The fine was announced in a joint statement Sunday by the heads of the organizations that run the Grand Slam tournaments — the U.S Tennis Association, the French Tennis Federation, All England Lawn Tennis Club and Tennis Australia.
Osaka announced through her social media Wednesday that she would not take part in press and Roland-Garros because she “often felt that people have no regard for athletes mental health.”
Officials at the French tournament asked “her to reconsider her position and tried unsuccessfully to speak with her to check on her well-being” but were unable to engage with Osaka, according to the joint statement.
“Naomi Osaka today chose not to honour her contractual media obligations. The Roland-Garros referee has therefore issued her a $15,000 fine, in keeping with article III H. of the Code of Conduct,” the statement said. “The mental health of players competing in our tournaments and on the Tours is of the utmost importance to the Grand Slams.”
The four organizations said they have dedicated “significant” resources to player well-being, but “to continue to improve however, we need engagement from the players to understand their perspective and find ways to improve their experiences.”
Osaka is at risk for more severe consequences if she continues to ignore her “obligations” through media appearances. The officials’ statement said she could be at risk for default from the tournament and suspension from other competitions for repeated violations.
“We want to underline that rules are in place to ensure all players are treated exactly the same, no matter their stature, beliefs or achievement,” the statement said. “As a sport there is nothing more important than ensuring no player has an unfair advantage over another, which unfortunately is the case in this situation if one player refuses to dedicate time to participate in media commitments while the others all honour their commitments.”

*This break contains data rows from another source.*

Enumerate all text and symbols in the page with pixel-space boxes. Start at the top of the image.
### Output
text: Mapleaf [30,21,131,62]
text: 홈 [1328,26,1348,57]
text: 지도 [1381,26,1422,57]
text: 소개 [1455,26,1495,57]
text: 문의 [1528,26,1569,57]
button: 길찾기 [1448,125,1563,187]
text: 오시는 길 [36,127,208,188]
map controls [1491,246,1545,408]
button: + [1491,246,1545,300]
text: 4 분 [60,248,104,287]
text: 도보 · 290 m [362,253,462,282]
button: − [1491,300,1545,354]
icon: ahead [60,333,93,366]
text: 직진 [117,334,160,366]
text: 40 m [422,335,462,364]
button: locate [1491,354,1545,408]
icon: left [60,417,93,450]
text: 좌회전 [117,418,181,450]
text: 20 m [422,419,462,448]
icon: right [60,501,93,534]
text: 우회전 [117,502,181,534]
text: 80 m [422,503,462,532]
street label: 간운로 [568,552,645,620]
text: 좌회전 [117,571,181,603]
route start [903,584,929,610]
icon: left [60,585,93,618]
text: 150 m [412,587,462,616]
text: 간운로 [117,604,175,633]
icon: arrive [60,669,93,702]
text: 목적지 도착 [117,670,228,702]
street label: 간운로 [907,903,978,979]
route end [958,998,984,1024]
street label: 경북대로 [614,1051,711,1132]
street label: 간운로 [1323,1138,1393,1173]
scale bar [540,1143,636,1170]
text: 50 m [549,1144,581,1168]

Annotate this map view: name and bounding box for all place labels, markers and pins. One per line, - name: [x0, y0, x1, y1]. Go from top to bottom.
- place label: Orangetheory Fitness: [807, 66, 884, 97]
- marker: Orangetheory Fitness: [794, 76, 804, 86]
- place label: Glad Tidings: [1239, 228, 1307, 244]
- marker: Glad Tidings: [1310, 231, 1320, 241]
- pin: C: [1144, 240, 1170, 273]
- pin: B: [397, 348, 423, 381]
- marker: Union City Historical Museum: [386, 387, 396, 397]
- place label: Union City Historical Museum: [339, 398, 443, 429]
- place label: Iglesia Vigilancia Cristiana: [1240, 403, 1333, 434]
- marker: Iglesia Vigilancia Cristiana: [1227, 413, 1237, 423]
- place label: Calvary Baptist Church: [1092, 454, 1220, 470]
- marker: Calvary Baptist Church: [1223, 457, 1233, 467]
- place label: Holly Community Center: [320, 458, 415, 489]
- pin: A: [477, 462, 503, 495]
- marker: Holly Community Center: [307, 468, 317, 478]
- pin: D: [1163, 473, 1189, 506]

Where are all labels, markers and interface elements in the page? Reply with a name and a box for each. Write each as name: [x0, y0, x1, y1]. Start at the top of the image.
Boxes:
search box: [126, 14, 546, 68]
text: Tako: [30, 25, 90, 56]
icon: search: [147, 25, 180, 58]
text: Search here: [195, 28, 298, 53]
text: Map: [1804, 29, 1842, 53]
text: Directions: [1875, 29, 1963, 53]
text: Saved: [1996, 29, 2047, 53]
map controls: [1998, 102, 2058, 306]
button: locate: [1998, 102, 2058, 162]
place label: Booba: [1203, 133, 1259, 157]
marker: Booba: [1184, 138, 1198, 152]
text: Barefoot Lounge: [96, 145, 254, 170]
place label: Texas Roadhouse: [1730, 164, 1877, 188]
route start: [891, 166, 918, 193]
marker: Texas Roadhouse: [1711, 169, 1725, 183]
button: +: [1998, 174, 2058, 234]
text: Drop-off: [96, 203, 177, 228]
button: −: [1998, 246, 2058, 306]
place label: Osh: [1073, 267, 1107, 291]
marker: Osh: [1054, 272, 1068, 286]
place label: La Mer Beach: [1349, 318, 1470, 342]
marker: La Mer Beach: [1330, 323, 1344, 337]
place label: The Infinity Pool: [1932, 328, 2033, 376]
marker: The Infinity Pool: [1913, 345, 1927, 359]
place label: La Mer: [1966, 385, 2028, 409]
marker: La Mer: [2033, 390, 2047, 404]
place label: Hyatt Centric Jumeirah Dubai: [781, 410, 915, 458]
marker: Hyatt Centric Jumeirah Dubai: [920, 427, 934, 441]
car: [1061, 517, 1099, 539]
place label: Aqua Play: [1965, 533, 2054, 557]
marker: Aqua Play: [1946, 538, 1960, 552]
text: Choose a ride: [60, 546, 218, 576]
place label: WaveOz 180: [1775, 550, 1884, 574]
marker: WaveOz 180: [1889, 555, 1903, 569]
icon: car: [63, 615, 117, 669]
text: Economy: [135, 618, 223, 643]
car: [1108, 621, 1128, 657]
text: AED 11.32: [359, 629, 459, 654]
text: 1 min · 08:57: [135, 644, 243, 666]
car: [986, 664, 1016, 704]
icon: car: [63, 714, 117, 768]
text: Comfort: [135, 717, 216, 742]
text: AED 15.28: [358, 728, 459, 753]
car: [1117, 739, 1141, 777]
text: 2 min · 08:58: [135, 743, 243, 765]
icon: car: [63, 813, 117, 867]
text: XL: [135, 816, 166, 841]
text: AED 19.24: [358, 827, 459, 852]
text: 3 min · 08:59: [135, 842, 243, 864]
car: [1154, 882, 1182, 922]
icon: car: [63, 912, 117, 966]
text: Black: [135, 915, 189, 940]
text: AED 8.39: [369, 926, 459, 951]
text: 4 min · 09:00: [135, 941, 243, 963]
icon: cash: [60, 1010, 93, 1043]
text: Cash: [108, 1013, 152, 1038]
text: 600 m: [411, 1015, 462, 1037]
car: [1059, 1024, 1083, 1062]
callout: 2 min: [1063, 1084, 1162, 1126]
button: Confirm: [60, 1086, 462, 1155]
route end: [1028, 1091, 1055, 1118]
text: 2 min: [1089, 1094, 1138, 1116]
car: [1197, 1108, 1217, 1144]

Osaka, who is ranked No. 2 in the world, said Wednesday that she expected to be fined and hoped the amount would go toward a mental health charity. She also said that it was not a personal vendetta against the tournament, but that she decided she would not subject herself to repeated questions that brought doubt against her.
“If the organizations think that they can just keep saying, ‘Do the press or you’re gonna be fined,’ and continue to ignore the mental health of the athletes that are the centerpiece of their corporation then I just gotta laugh.”